Would you find each line in the entries below with the string "River" and copy it?

§ **Supplied material**
——————————
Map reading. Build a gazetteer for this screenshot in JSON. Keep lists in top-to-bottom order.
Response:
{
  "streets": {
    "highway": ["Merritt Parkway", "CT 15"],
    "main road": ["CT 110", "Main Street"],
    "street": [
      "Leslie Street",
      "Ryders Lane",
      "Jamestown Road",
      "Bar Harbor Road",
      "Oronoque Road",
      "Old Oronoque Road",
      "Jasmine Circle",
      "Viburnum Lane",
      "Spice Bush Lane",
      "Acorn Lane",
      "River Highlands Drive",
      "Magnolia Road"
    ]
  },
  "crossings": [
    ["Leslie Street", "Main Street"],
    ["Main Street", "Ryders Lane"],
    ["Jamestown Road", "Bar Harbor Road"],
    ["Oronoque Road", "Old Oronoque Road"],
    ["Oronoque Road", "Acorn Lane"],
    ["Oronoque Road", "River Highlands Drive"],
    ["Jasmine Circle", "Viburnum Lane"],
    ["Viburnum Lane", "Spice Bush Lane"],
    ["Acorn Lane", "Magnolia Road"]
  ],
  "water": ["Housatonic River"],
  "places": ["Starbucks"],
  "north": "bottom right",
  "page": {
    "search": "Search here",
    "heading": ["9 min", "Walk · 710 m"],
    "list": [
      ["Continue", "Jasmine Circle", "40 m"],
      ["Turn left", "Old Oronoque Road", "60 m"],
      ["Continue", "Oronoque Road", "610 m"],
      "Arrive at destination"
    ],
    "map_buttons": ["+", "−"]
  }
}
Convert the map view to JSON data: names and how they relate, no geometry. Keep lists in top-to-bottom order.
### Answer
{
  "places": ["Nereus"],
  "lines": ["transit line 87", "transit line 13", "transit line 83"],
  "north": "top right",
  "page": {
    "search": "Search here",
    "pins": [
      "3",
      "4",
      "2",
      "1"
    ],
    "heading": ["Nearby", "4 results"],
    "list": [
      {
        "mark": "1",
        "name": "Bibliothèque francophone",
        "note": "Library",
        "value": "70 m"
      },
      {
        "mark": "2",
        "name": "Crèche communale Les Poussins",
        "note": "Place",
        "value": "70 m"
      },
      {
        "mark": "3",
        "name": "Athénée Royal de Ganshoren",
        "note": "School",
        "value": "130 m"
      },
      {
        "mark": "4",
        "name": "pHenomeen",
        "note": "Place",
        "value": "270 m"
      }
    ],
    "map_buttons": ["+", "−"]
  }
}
——————————
§ **Written solution**
      "River Highlands Drive",
    ["Oronoque Road", "River Highlands Drive"],
  "water": ["Housatonic River"],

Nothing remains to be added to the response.